## MATERIAL SUPPLIED
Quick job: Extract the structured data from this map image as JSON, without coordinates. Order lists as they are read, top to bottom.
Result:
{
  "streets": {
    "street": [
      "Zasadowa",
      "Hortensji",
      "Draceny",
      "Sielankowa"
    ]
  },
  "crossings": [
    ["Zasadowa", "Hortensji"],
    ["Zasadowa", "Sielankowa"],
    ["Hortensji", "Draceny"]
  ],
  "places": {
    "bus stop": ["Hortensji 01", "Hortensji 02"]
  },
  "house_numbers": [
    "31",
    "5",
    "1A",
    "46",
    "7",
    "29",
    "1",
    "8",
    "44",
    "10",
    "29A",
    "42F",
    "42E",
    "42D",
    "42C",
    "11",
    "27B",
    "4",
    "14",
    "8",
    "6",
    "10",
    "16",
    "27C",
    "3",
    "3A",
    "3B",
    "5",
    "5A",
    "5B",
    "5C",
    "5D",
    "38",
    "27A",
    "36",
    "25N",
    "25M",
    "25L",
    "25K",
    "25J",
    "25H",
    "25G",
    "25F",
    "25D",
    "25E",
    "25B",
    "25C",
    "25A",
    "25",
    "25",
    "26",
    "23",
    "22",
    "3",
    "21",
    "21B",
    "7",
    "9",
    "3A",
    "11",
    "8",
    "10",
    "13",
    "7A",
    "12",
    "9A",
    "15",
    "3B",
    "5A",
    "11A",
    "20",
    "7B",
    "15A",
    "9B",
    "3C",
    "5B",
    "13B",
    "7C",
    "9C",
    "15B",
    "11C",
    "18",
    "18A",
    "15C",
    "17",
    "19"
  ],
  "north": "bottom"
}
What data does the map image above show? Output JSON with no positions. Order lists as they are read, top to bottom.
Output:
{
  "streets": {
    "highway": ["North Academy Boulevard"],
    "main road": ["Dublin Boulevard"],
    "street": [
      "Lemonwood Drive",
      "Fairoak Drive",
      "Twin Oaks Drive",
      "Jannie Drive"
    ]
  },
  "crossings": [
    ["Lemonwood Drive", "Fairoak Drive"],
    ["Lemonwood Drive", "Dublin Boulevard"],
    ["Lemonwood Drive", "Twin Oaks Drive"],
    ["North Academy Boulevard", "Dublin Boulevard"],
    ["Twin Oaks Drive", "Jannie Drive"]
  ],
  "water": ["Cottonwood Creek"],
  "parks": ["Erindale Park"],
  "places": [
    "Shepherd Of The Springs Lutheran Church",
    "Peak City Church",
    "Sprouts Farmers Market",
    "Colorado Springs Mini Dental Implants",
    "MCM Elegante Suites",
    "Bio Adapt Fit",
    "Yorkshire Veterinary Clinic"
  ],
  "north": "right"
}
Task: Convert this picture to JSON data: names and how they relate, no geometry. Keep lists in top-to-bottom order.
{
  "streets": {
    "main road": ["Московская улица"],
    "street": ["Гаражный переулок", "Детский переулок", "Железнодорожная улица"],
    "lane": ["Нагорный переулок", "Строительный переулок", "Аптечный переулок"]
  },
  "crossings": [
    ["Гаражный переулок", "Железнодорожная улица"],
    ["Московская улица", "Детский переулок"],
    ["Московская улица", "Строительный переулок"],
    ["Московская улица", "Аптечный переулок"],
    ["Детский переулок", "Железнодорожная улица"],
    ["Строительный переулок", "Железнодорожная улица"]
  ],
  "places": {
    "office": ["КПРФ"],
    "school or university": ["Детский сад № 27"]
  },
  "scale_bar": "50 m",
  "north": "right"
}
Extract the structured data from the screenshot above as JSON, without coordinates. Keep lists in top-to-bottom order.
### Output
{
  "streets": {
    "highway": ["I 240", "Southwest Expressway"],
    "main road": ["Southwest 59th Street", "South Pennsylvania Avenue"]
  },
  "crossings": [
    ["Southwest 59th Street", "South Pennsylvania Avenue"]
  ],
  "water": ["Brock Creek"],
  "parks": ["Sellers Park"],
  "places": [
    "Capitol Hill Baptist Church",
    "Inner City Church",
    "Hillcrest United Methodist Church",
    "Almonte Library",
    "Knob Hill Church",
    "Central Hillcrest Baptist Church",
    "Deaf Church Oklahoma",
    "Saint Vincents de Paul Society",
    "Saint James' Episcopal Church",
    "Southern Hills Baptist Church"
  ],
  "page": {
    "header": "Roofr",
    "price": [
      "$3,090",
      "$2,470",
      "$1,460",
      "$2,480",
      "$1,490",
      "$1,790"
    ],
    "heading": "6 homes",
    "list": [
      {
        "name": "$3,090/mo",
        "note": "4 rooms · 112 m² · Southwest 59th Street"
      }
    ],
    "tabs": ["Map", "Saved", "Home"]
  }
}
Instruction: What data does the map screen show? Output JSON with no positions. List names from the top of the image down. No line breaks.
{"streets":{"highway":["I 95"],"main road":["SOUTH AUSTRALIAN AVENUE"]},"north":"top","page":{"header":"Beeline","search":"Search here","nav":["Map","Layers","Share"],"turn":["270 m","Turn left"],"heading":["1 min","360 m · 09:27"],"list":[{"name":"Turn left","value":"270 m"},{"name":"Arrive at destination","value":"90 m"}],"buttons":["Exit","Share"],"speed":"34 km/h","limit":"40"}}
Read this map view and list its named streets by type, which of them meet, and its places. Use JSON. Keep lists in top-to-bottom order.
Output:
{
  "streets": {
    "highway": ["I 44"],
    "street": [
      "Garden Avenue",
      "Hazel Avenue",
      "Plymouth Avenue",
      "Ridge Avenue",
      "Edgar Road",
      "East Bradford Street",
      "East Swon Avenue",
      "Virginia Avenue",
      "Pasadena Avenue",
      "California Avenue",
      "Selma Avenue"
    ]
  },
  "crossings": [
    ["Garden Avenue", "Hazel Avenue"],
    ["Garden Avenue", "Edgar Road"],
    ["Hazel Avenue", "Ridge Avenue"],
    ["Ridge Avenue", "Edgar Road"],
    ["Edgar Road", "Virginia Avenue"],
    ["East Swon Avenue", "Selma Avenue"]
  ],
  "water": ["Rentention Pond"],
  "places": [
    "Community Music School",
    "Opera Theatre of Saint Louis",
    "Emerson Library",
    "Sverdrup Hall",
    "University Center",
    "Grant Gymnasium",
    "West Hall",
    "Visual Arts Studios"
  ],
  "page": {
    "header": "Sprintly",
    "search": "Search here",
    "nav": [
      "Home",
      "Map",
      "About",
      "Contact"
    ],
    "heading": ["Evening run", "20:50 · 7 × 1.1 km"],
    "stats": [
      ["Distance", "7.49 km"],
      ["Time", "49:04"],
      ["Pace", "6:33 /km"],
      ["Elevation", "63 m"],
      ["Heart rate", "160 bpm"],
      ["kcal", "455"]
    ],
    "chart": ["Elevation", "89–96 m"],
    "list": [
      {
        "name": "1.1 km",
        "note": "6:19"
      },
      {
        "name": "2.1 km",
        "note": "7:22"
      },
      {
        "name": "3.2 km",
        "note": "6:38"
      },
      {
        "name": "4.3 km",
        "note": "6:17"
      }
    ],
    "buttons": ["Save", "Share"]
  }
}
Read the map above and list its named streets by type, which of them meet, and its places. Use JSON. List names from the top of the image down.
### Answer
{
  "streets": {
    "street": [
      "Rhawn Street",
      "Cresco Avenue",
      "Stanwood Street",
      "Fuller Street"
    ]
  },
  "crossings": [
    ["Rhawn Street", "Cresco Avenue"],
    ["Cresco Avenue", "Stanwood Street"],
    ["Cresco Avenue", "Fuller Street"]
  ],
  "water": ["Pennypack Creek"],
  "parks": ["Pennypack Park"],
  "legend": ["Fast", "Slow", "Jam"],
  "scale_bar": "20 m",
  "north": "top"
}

## PROBLEM DESCRIPTION
Retype the records that precede this task, keeping them exactly the same.

## ANSWER TO THE EXERCISE
Quick job: Extract the structured data from this map image as JSON, without coordinates. Order lists as they are read, top to bottom.
Result:
{
  "streets": {
    "street": [
      "Zasadowa",
      "Hortensji",
      "Draceny",
      "Sielankowa"
    ]
  },
  "crossings": [
    ["Zasadowa", "Hortensji"],
    ["Zasadowa", "Sielankowa"],
    ["Hortensji", "Draceny"]
  ],
  "places": {
    "bus stop": ["Hortensji 01", "Hortensji 02"]
  },
  "house_numbers": [
    "31",
    "5",
    "1A",
    "46",
    "7",
    "29",
    "1",
    "8",
    "44",
    "10",
    "29A",
    "42F",
    "42E",
    "42D",
    "42C",
    "11",
    "27B",
    "4",
    "14",
    "8",
    "6",
    "10",
    "16",
    "27C",
    "3",
    "3A",
    "3B",
    "5",
    "5A",
    "5B",
    "5C",
    "5D",
    "38",
    "27A",
    "36",
    "25N",
    "25M",
    "25L",
    "25K",
    "25J",
    "25H",
    "25G",
    "25F",
    "25D",
    "25E",
    "25B",
    "25C",
    "25A",
    "25",
    "25",
    "26",
    "23",
    "22",
    "3",
    "21",
    "21B",
    "7",
    "9",
    "3A",
    "11",
    "8",
    "10",
    "13",
    "7A",
    "12",
    "9A",
    "15",
    "3B",
    "5A",
    "11A",
    "20",
    "7B",
    "15A",
    "9B",
    "3C",
    "5B",
    "13B",
    "7C",
    "9C",
    "15B",
    "11C",
    "18",
    "18A",
    "15C",
    "17",
    "19"
  ],
  "north": "bottom"
}
What data does the map image above show? Output JSON with no positions. Order lists as they are read, top to bottom.
Output:
{
  "streets": {
    "highway": ["North Academy Boulevard"],
    "main road": ["Dublin Boulevard"],
    "street": [
      "Lemonwood Drive",
      "Fairoak Drive",
      "Twin Oaks Drive",
      "Jannie Drive"
    ]
  },
  "crossings": [
    ["Lemonwood Drive", "Fairoak Drive"],
    ["Lemonwood Drive", "Dublin Boulevard"],
    ["Lemonwood Drive", "Twin Oaks Drive"],
    ["North Academy Boulevard", "Dublin Boulevard"],
    ["Twin Oaks Drive", "Jannie Drive"]
  ],
  "water": ["Cottonwood Creek"],
  "parks": ["Erindale Park"],
  "places": [
    "Shepherd Of The Springs Lutheran Church",
    "Peak City Church",
    "Sprouts Farmers Market",
    "Colorado Springs Mini Dental Implants",
    "MCM Elegante Suites",
    "Bio Adapt Fit",
    "Yorkshire Veterinary Clinic"
  ],
  "north": "right"
}
Task: Convert this picture to JSON data: names and how they relate, no geometry. Keep lists in top-to-bottom order.
{
  "streets": {
    "main road": ["Московская улица"],
    "street": ["Гаражный переулок", "Детский переулок", "Железнодорожная улица"],
    "lane": ["Нагорный переулок", "Строительный переулок", "Аптечный переулок"]
  },
  "crossings": [
    ["Гаражный переулок", "Железнодорожная улица"],
    ["Московская улица", "Детский переулок"],
    ["Московская улица", "Строительный переулок"],
    ["Московская улица", "Аптечный переулок"],
    ["Детский переулок", "Железнодорожная улица"],
    ["Строительный переулок", "Железнодорожная улица"]
  ],
  "places": {
    "office": ["КПРФ"],
    "school or university": ["Детский сад № 27"]
  },
  "scale_bar": "50 m",
  "north": "right"
}
Extract the structured data from the screenshot above as JSON, without coordinates. Keep lists in top-to-bottom order.
### Output
{
  "streets": {
    "highway": ["I 240", "Southwest Expressway"],
    "main road": ["Southwest 59th Street", "South Pennsylvania Avenue"]
  },
  "crossings": [
    ["Southwest 59th Street", "South Pennsylvania Avenue"]
  ],
  "water": ["Brock Creek"],
  "parks": ["Sellers Park"],
  "places": [
    "Capitol Hill Baptist Church",
    "Inner City Church",
    "Hillcrest United Methodist Church",
    "Almonte Library",
    "Knob Hill Church",
    "Central Hillcrest Baptist Church",
    "Deaf Church Oklahoma",
    "Saint Vincents de Paul Society",
    "Saint James' Episcopal Church",
    "Southern Hills Baptist Church"
  ],
  "page": {
    "header": "Roofr",
    "price": [
      "$3,090",
      "$2,470",
      "$1,460",
      "$2,480",
      "$1,490",
      "$1,790"
    ],
    "heading": "6 homes",
    "list": [
      {
        "name": "$3,090/mo",
        "note": "4 rooms · 112 m² · Southwest 59th Street"
      }
    ],
    "tabs": ["Map", "Saved", "Home"]
  }
}
Instruction: What data does the map screen show? Output JSON with no positions. List names from the top of the image down. No line breaks.
{"streets":{"highway":["I 95"],"main road":["SOUTH AUSTRALIAN AVENUE"]},"north":"top","page":{"header":"Beeline","search":"Search here","nav":["Map","Layers","Share"],"turn":["270 m","Turn left"],"heading":["1 min","360 m · 09:27"],"list":[{"name":"Turn left","value":"270 m"},{"name":"Arrive at destination","value":"90 m"}],"buttons":["Exit","Share"],"speed":"34 km/h","limit":"40"}}
Read this map view and list its named streets by type, which of them meet, and its places. Use JSON. Keep lists in top-to-bottom order.
Output:
{
  "streets": {
    "highway": ["I 44"],
    "street": [
      "Garden Avenue",
      "Hazel Avenue",
      "Plymouth Avenue",
      "Ridge Avenue",
      "Edgar Road",
      "East Bradford Street",
      "East Swon Avenue",
      "Virginia Avenue",
      "Pasadena Avenue",
      "California Avenue",
      "Selma Avenue"
    ]
  },
  "crossings": [
    ["Garden Avenue", "Hazel Avenue"],
    ["Garden Avenue", "Edgar Road"],
    ["Hazel Avenue", "Ridge Avenue"],
    ["Ridge Avenue", "Edgar Road"],
    ["Edgar Road", "Virginia Avenue"],
    ["East Swon Avenue", "Selma Avenue"]
  ],
  "water": ["Rentention Pond"],
  "places": [
    "Community Music School",
    "Opera Theatre of Saint Louis",
    "Emerson Library",
    "Sverdrup Hall",
    "University Center",
    "Grant Gymnasium",
    "West Hall",
    "Visual Arts Studios"
  ],
  "page": {
    "header": "Sprintly",
    "search": "Search here",
    "nav": [
      "Home",
      "Map",
      "About",
      "Contact"
    ],
    "heading": ["Evening run", "20:50 · 7 × 1.1 km"],
    "stats": [
      ["Distance", "7.49 km"],
      ["Time", "49:04"],
      ["Pace", "6:33 /km"],
      ["Elevation", "63 m"],
      ["Heart rate", "160 bpm"],
      ["kcal", "455"]
    ],
    "chart": ["Elevation", "89–96 m"],
    "list": [
      {
        "name": "1.1 km",
        "note": "6:19"
      },
      {
        "name": "2.1 km",
        "note": "7:22"
      },
      {
        "name": "3.2 km",
        "note": "6:38"
      },
      {
        "name": "4.3 km",
        "note": "6:17"
      }
    ],
    "buttons": ["Save", "Share"]
  }
}
Read the map above and list its named streets by type, which of them meet, and its places. Use JSON. List names from the top of the image down.
### Answer
{
  "streets": {
    "street": [
      "Rhawn Street",
      "Cresco Avenue",
      "Stanwood Street",
      "Fuller Street"
    ]
  },
  "crossings": [
    ["Rhawn Street", "Cresco Avenue"],
    ["Cresco Avenue", "Stanwood Street"],
    ["Cresco Avenue", "Fuller Street"]
  ],
  "water": ["Pennypack Creek"],
  "parks": ["Pennypack Park"],
  "legend": ["Fast", "Slow", "Jam"],
  "scale_bar": "20 m",
  "north": "top"
}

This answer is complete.